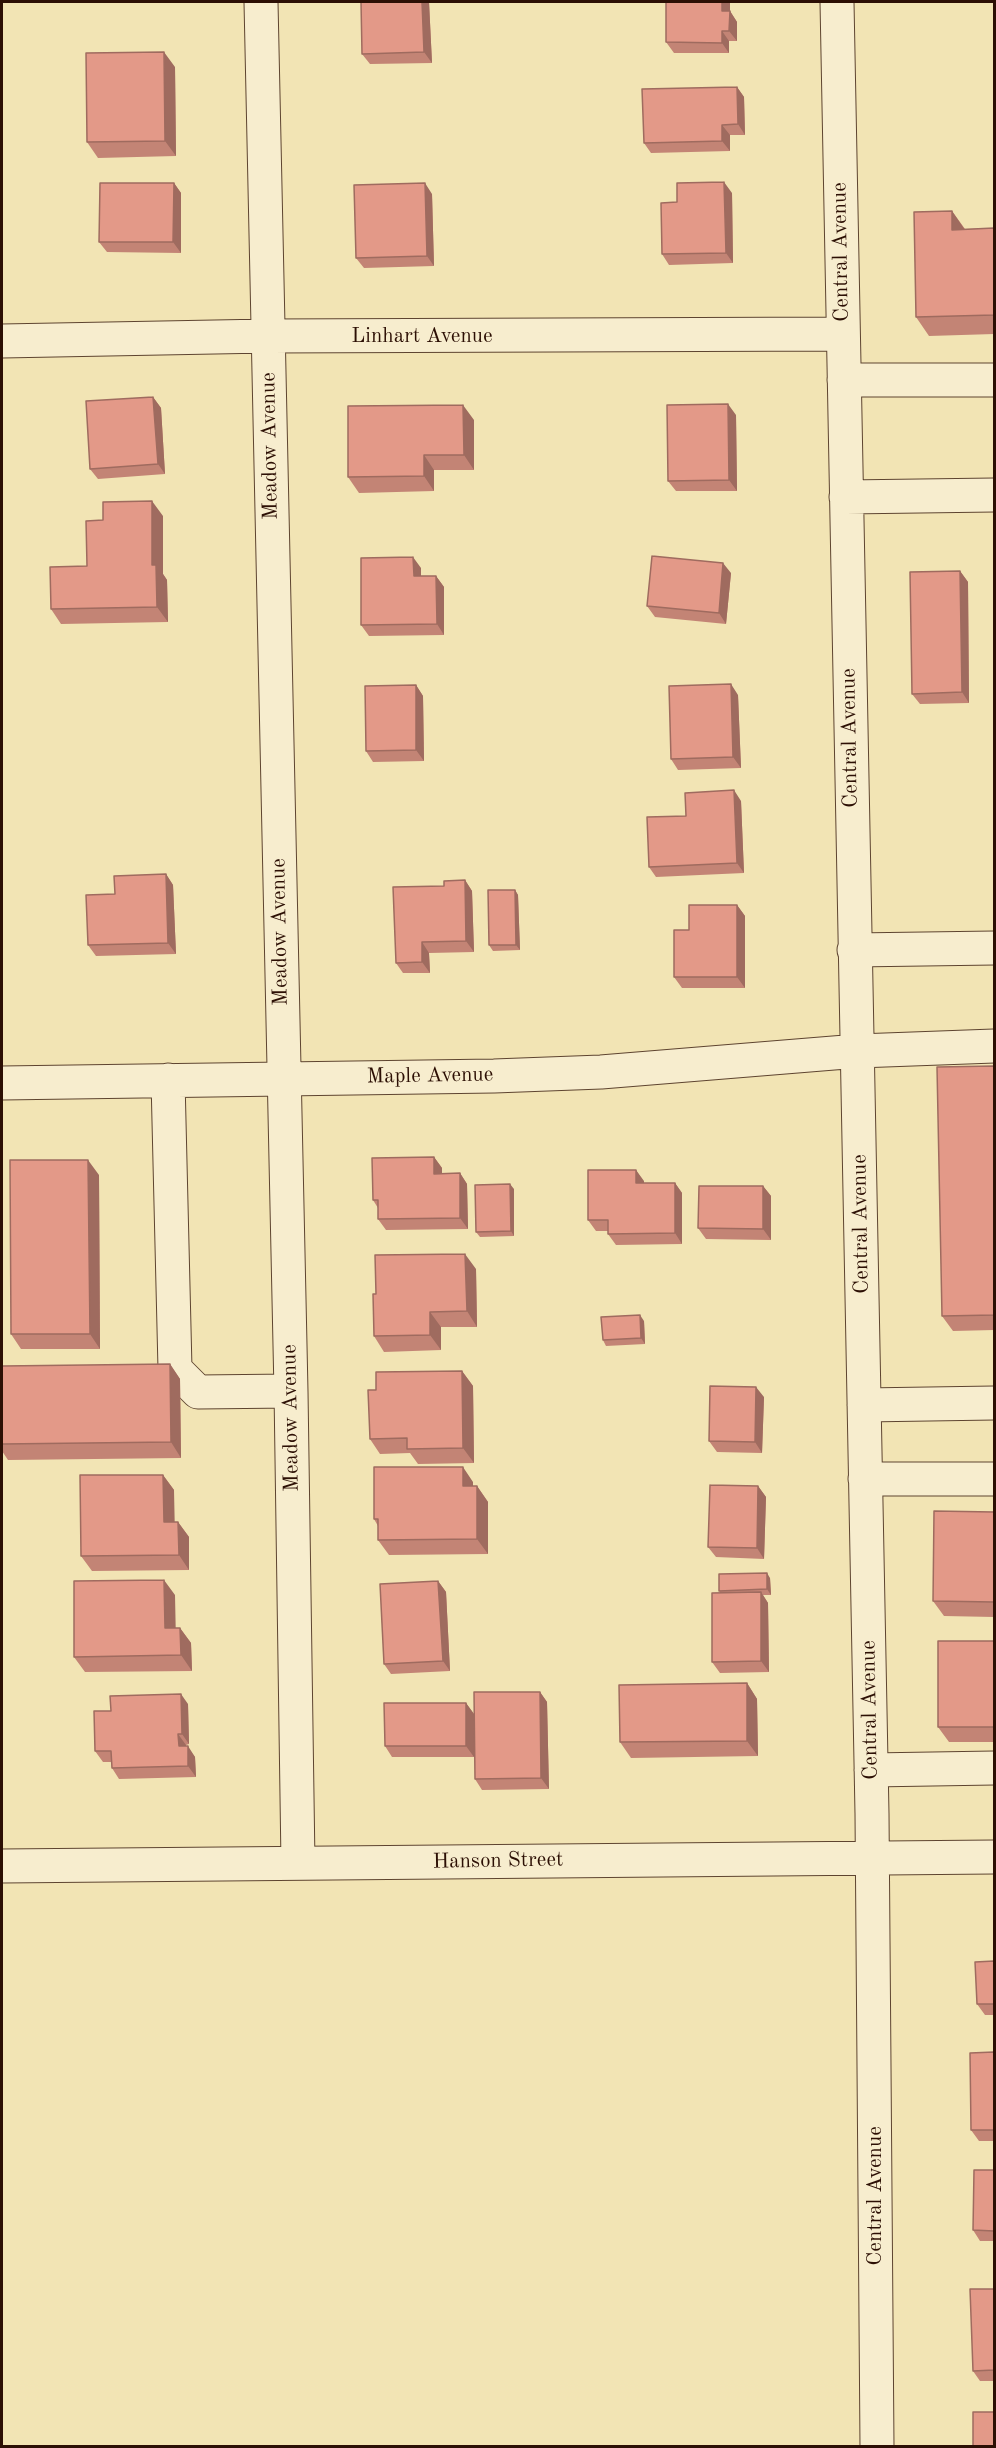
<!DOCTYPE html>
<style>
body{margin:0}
#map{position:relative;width:996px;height:2448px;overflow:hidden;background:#f2e4b4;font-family:"Old Standard TT",serif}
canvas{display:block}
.frame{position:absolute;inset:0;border:3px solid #2c0f04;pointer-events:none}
</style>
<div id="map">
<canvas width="996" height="2448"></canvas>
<div class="frame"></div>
</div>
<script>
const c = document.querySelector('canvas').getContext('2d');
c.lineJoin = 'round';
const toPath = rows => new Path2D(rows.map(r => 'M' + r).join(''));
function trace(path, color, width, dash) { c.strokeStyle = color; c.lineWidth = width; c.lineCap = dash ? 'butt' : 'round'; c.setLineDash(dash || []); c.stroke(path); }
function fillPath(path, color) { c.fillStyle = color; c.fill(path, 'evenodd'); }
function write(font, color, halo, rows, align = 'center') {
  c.font = font + ' "Old Standard TT",serif'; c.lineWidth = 6; c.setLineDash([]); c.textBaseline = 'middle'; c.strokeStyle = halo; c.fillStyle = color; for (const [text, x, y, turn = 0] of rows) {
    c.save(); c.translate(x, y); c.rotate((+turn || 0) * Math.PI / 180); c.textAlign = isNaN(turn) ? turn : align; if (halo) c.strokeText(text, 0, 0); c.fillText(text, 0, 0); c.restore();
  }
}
const minor = toPath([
 [261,2,291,1391,298,1863],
 [837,2,872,1813,877,2446],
 [2,341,268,336,843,334],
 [844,380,994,380],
 [846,497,994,495],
 [854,950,994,948],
 [168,1080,175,1369,198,1392,291,1391],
 [2,1083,494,1076,601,1072,858,1051,994,1046],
 [864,1405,994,1403],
 [865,1479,994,1479],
 [871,1770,994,1768],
 [2,1866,994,1857]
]);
const wall = toPath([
 [429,2,432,63,370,64,362,54],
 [730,2,730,11,737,22,737,41,729,41,729,53,674,53,666,42],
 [175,67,176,156,98,158,87,142],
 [737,87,744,97,745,135,730,135,730,151,651,153,644,143],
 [174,183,181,193,181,253,107,252,99,242],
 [732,193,733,263,669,265,662,254,677,202],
 [432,194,434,266,364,268,356,258],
 [952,211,965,229,994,228,994,334,929,336,916,317],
 [153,397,161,408,165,474,98,479,90,469],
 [736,415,737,491,676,491,668,481],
 [474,420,474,470,434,470,434,491,359,493,348,477],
 [163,516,163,574,167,580,168,622,61,624,51,609],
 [421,568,421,576,436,576,444,587,444,635,369,636,361,625],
 [960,571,968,582,969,703,920,704,912,694],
 [731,573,726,624,655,617,647,606],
 [416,685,423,696,424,761,373,762,366,751],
 [738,695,741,768,678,770,671,759],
 [741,801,744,873,656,877,649,867],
 [166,874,173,885,176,954,96,956,88,945,115,894],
 [465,880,472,891,474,952,429,953,430,973,403,973,396,963,444,886],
 [515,890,518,895,520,950,493,951,489,945],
 [737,905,745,916,745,988,682,988,674,977],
 [994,1066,994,1330,953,1331,942,1316],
 [434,1157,442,1168,442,1173,460,1173,467,1184,468,1229,386,1230,378,1219,378,1208,373,1200],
 [636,1170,644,1183,675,1183,682,1193,682,1244,616,1245,608,1234,608,1231,596,1231,588,1220],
 [99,1175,100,1349,21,1349,11,1334],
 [763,1186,771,1196,771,1240,706,1239,698,1228],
 [514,1189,514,1236,480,1237,476,1232],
 [476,1269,477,1327,441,1327,441,1350,384,1352,374,1336],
 [644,1321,645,1344,606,1346,603,1340],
 [170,1364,180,1379,181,1458,8,1460,2,1451,2,1444],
 [462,1371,473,1386,474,1463,418,1464,410,1453,380,1454,370,1439,376,1390],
 [764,1397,762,1453,717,1452,709,1441],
 [163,1475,174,1490,174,1522,178,1522,189,1537,189,1570,92,1571,81,1556],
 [473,1482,473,1486,477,1486,488,1502,488,1554,389,1555,378,1540,378,1526,374,1519],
 [758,1486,766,1497,764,1559,716,1557,708,1547],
 [994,1512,994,1617,944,1616,933,1601],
 [770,1578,771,1595,763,1595,768,1603,769,1672,720,1673,712,1662,720,1592,719,1591],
 [438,1581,446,1592,450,1671,391,1674,384,1664],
 [175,1595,175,1628,180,1628,191,1643,192,1671,85,1672,74,1657],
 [994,1641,994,1742,949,1742,938,1727],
 [747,1683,757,1699,758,1756,631,1758,620,1742],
 [540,1692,547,1702,549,1789,482,1790,475,1779],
 [466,1703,474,1714,474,1757,392,1757,385,1746],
 [188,1704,189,1744,186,1745,186,1746,195,1757,196,1777,119,1779,112,1768,111,1762,103,1762,95,1751,111,1711],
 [994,1961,994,2015,985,2015,977,2004],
 [994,2052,994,2141,979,2141,971,2130],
 [994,2170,994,2241,980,2241,973,2230],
 [994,2289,994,2381,980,2381,973,2371]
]);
const shadedWall = toPath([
 [422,2,429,2,432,63,424,52],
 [722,2,730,2,730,11,737,22,737,41,729,31,722,11],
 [722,31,729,41,729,53,722,43],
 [164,52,175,67,176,156,165,141],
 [737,87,744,97,745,135,738,124],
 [722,125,730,135,730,151,722,141],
 [724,182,732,193,733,263,726,253],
 [174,183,181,193,181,253,173,242],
 [425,183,432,194,434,266,427,256],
 [952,211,965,230,952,230],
 [153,397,161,408,165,474,158,464],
 [728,404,736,415,737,491,729,480],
 [463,405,474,420,474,470,464,455],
 [424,455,434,470,434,491,424,476],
 [152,501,163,516,163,574,167,580,168,622,157,607,152,565],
 [413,557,421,568,421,587,414,576],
 [723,563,731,573,726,624,719,613],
 [960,571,968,582,969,703,962,692],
 [436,576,444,587,444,635,437,624],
 [731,684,738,695,741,768,733,757],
 [416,685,423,696,424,761,416,750],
 [734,790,741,801,744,873,737,863],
 [166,874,173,885,176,954,168,943],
 [465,880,472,891,474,952,466,941],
 [515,890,518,895,520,950,516,945],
 [737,905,745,916,745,988,737,977],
 [422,942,429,953,430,973,422,962],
 [434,1157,442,1168,442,1184,434,1174],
 [88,1160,99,1175,100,1349,90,1334],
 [636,1170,644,1181,644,1193,636,1183],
 [460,1173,467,1184,468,1229,460,1218],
 [675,1183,682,1193,682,1244,675,1233],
 [510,1184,514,1189,514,1236,511,1231],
 [763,1186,771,1196,771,1240,763,1229],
 [465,1254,476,1269,477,1327,467,1311],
 [430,1312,441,1327,441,1350,430,1335],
 [640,1315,644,1321,645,1344,641,1338],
 [170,1364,180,1379,181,1458,171,1442],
 [462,1371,473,1386,474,1463,463,1448],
 [756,1387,764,1397,762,1453,755,1442],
 [463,1467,473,1482,473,1502,463,1486],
 [163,1475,174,1490,175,1537,164,1522],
 [477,1486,488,1502,488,1554,477,1539],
 [758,1486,766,1497,764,1559,757,1548],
 [178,1522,189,1537,189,1570,179,1555],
 [767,1573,770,1578,771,1595,767,1589],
 [164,1580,175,1595,176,1643,165,1628],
 [438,1581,446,1592,450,1671,443,1661],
 [761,1592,768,1603,769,1672,761,1661],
 [180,1628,191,1643,192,1671,181,1655],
 [747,1683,757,1699,758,1756,747,1741],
 [540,1692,547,1702,549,1789,541,1778],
 [181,1694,188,1704,189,1744,182,1734],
 [466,1703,474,1714,474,1757,466,1746],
 [178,1734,186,1745,187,1757,179,1746],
 [188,1746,195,1757,196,1777,188,1766]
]);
const building = toPath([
 [361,2,422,2,424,52,362,54,361,2],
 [666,2,722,2,722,11,730,11,729,31,722,31,722,43,666,42,666,2],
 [164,52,165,141,87,142,86,53,164,52],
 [737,87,738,124,722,125,722,141,644,143,642,89,737,87],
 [724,182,726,253,662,254,661,203,677,202,677,183,724,182],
 [100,183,174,183,173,242,99,242,100,183],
 [425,183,427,256,356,258,354,185,425,183],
 [952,211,952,230,994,228,994,315,916,317,914,212,952,211],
 [153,397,158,464,90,469,86,401,153,397],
 [728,404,729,480,668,481,667,405,728,404],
 [463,405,464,455,424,455,424,476,348,477,348,406,463,405],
 [152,501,152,565,156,565,157,607,51,609,50,567,87,566,86,521,103,520,103,502,152,501],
 [652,556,723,563,719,613,647,606,652,556],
 [413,557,414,576,436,576,437,624,361,625,361,558,413,557],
 [960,571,962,692,912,694,910,572,960,571],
 [731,684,733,757,671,759,669,686,731,684],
 [416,685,416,750,366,751,365,686,416,685],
 [734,790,737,863,649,867,647,817,686,816,685,793,734,790],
 [166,874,168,943,88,945,86,895,115,894,114,876,166,874],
 [465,880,466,941,422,942,422,962,396,963,393,887,444,886,444,881,465,880],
 [488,890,515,890,516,945,489,945,488,890],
 [689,905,737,905,737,977,674,977,674,930,689,930,689,905],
 [994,1066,994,1315,942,1316,937,1067,994,1066],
 [434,1157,434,1174,460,1173,460,1218,378,1219,378,1200,373,1200,372,1158,434,1157],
 [10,1160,88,1160,90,1334,11,1334,10,1160],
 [588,1170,636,1170,636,1183,675,1183,675,1233,608,1234,608,1220,588,1220,588,1170],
 [510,1184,511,1231,476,1232,475,1185,510,1184],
 [699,1186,763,1186,763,1229,698,1228,699,1186],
 [465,1254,467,1311,430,1312,430,1335,374,1336,373,1294,376,1294,375,1255,465,1254],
 [640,1315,641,1338,603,1340,601,1317,640,1315],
 [170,1364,171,1442,2,1444,2,1366,170,1364],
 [462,1371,463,1448,407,1449,407,1438,370,1439,368,1390,376,1390,376,1372,462,1371],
 [710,1386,756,1387,755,1442,709,1441,710,1386],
 [374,1467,463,1467,463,1486,477,1486,477,1539,378,1540,378,1519,374,1519,374,1467],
 [80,1475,163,1475,164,1522,178,1522,179,1555,81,1556,80,1475],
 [710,1485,758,1486,757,1548,708,1547,710,1485],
 [934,1511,994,1512,994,1602,933,1601,934,1511],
 [767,1573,767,1589,719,1591,719,1574,767,1573],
 [164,1580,165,1628,180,1628,181,1655,74,1657,74,1581,164,1580],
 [438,1581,443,1661,384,1664,380,1584,438,1581],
 [761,1592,761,1661,712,1662,712,1593,761,1592],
 [938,1641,994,1641,994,1727,938,1727,938,1641],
 [747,1683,747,1741,620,1742,619,1685,747,1683],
 [474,1692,540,1692,541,1778,475,1779,474,1692],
 [181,1694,182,1734,178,1734,179,1746,188,1746,188,1766,112,1768,111,1751,95,1751,94,1711,111,1711,110,1696,181,1694],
 [384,1703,466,1703,466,1746,385,1746,384,1703],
 [994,1961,994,2004,977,2004,975,1962,994,1961],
 [994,2052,994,2130,971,2130,970,2053,994,2052],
 [974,2170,994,2170,994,2231,973,2230,974,2170],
 [970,2289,994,2289,994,2370,973,2371,970,2289],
 [973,2412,994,2412,994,2446,973,2446,973,2412]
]);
const streetNames = [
 ["Central Avenue",841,252,-91],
 ["Linhart Avenue",422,336],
 ["Meadow Avenue",270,446,-91],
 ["Central Avenue",850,738,-91],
 ["Meadow Avenue",280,932,-91],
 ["Maple Avenue",430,1076,-1],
 ["Central Avenue",861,1224,-91],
 ["Meadow Avenue",291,1418,-91],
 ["Central Avenue",870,1710,-91],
 ["Hanson Street",498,1861,-1],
 ["Central Avenue",875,2196,-90]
];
trace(minor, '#5e4430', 35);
trace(minor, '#f7edce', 33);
fillPath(wall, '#c38475');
fillPath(shadedWall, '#9f6b5f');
fillPath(building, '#e39988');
trace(building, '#9f6b5f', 1.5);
write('21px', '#2c0f04', '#f7edce', streetNames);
</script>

▸ **INSTRUCTIONS FOR THE TASK**
Reply with nothing but the number of lines in the data that include the word "rows".

▸ **REPLY**
3